**Task to carry out:** Retype the entries below word for word, leaving out every picture.
+--
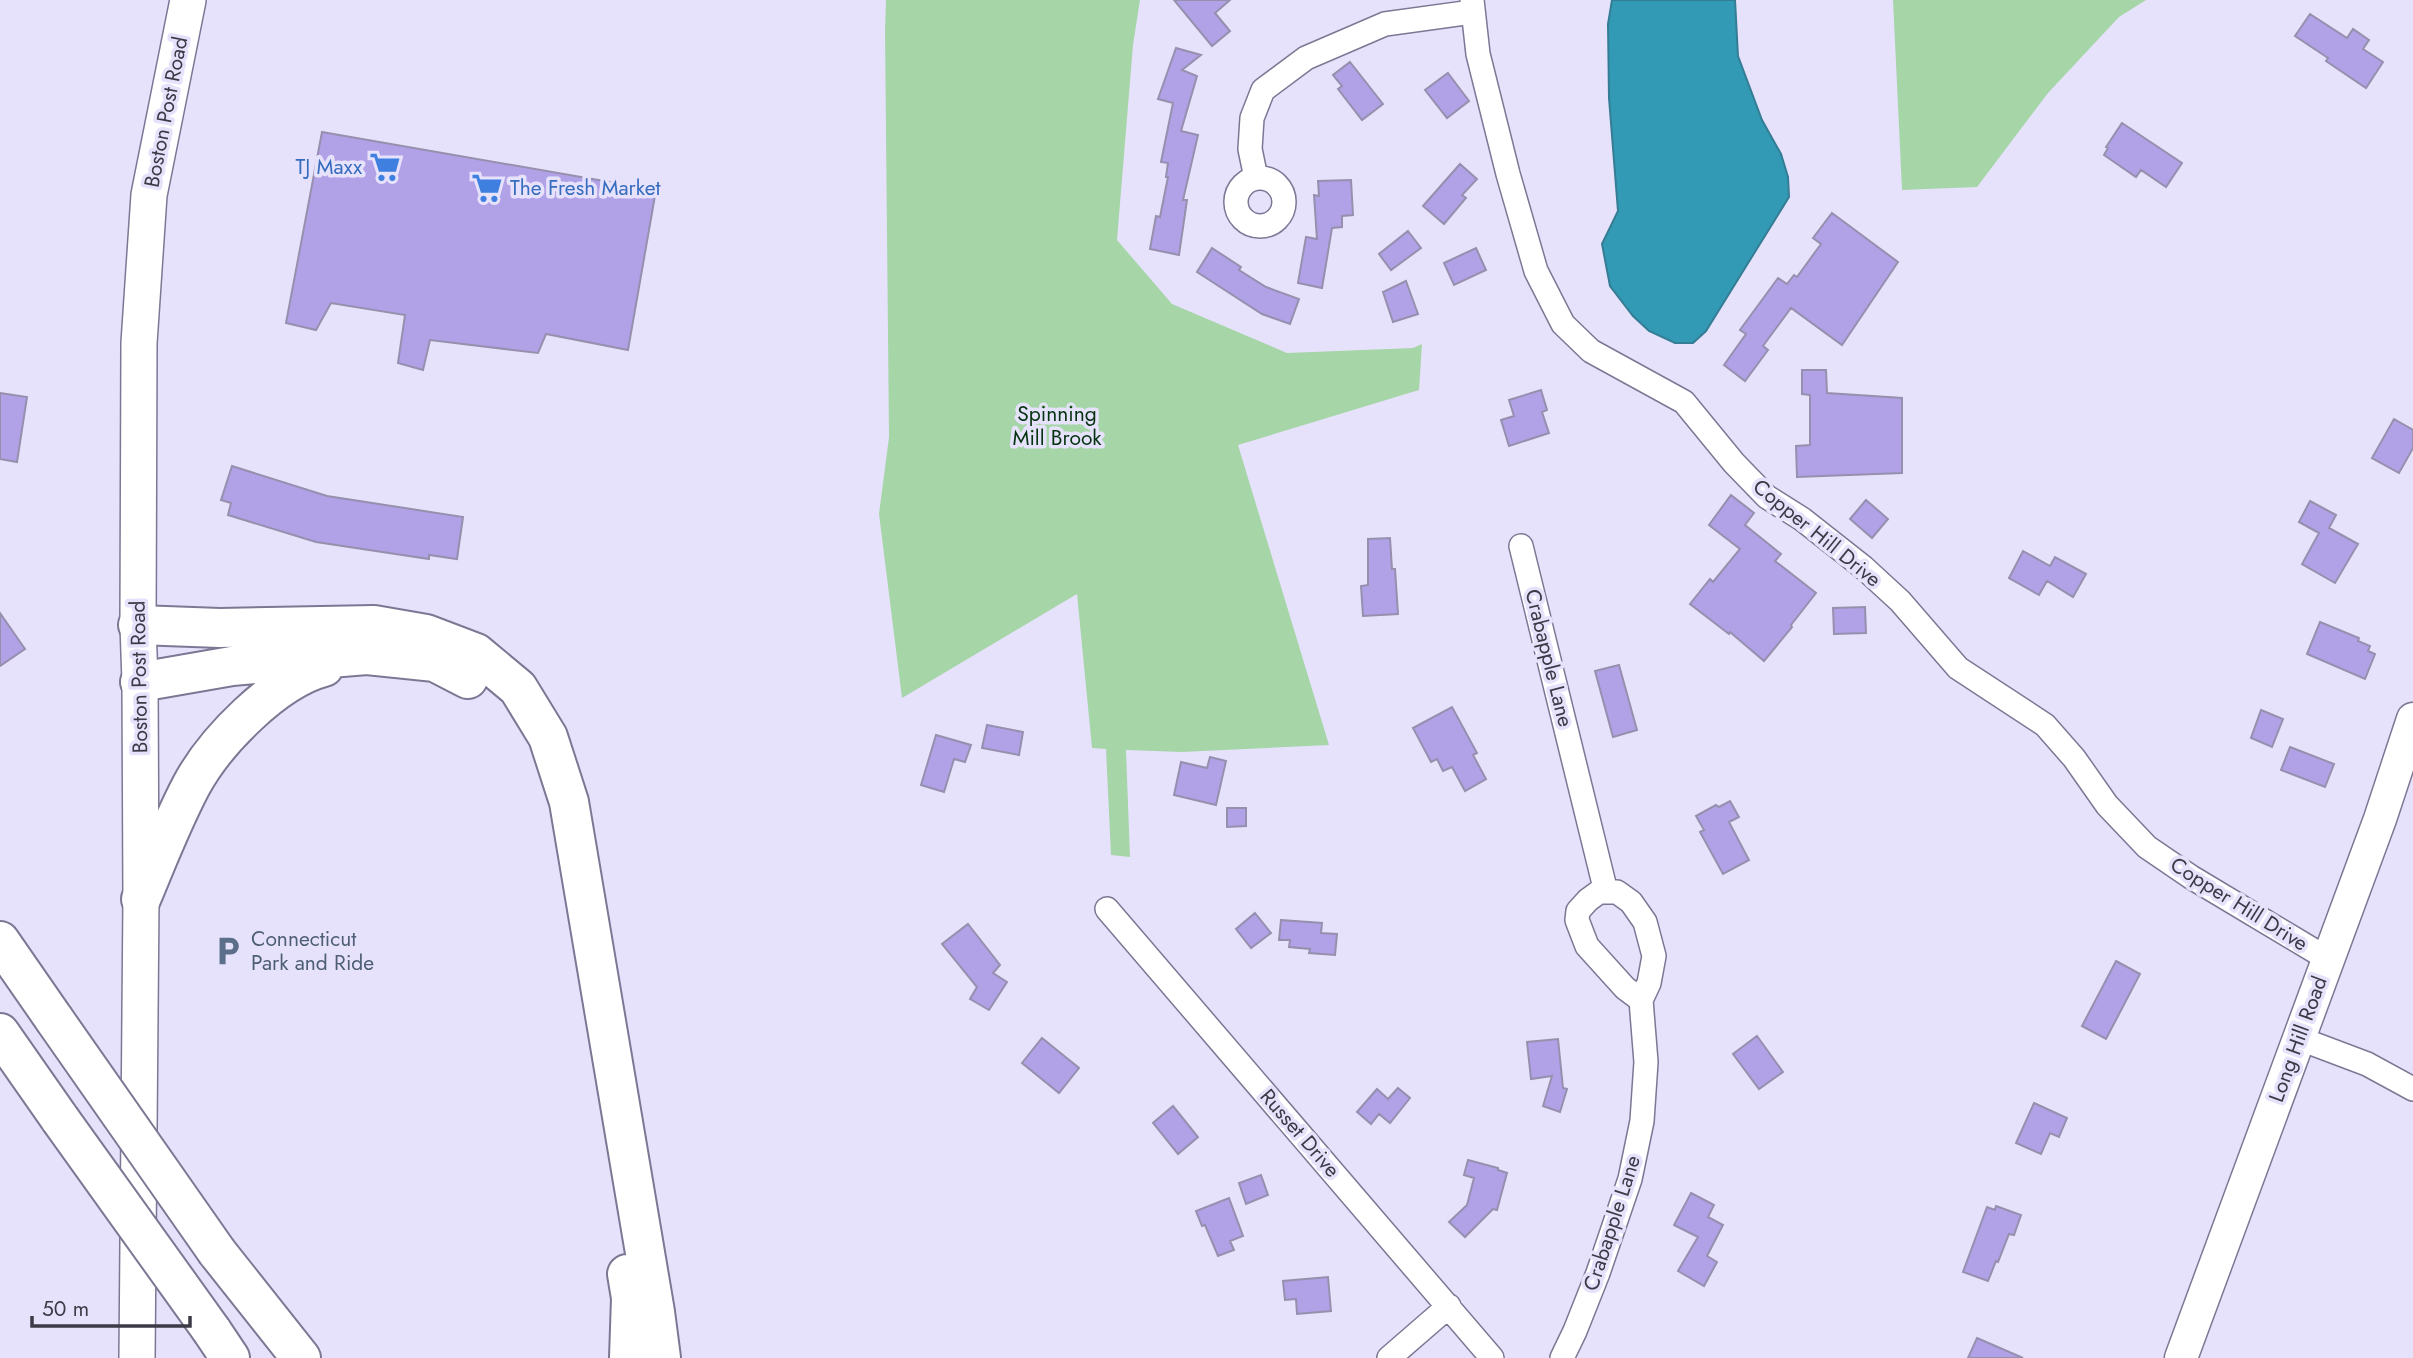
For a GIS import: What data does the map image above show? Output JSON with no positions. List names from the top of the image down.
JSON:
{
  "streets": {
    "main road": ["Boston Post Road"],
    "street": [
      "Copper Hill Drive",
      "Crabapple Lane",
      "Long Hill Road",
      "Russet Drive"
    ]
  },
  "crossings": [
    ["Copper Hill Drive", "Long Hill Road"]
  ],
  "parks": ["Spinning Mill Brook"],
  "places": {
    "supermarket": ["TJ Maxx", "The Fresh Market"],
    "parking": ["Connecticut Park and Ride"]
  },
  "scale_bar": "50 m"
}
+--
**Written response:**
For a GIS import: What data does the map image above show? Output JSON with no positions. List names from the top of the image down.
JSON:
{
  "streets": {
    "main road": ["Boston Post Road"],
    "street": [
      "Copper Hill Drive",
      "Crabapple Lane",
      "Long Hill Road",
      "Russet Drive"
    ]
  },
  "crossings": [
    ["Copper Hill Drive", "Long Hill Road"]
  ],
  "parks": ["Spinning Mill Brook"],
  "places": {
    "supermarket": ["TJ Maxx", "The Fresh Market"],
    "parking": ["Connecticut Park and Ride"]
  },
  "scale_bar": "50 m"
}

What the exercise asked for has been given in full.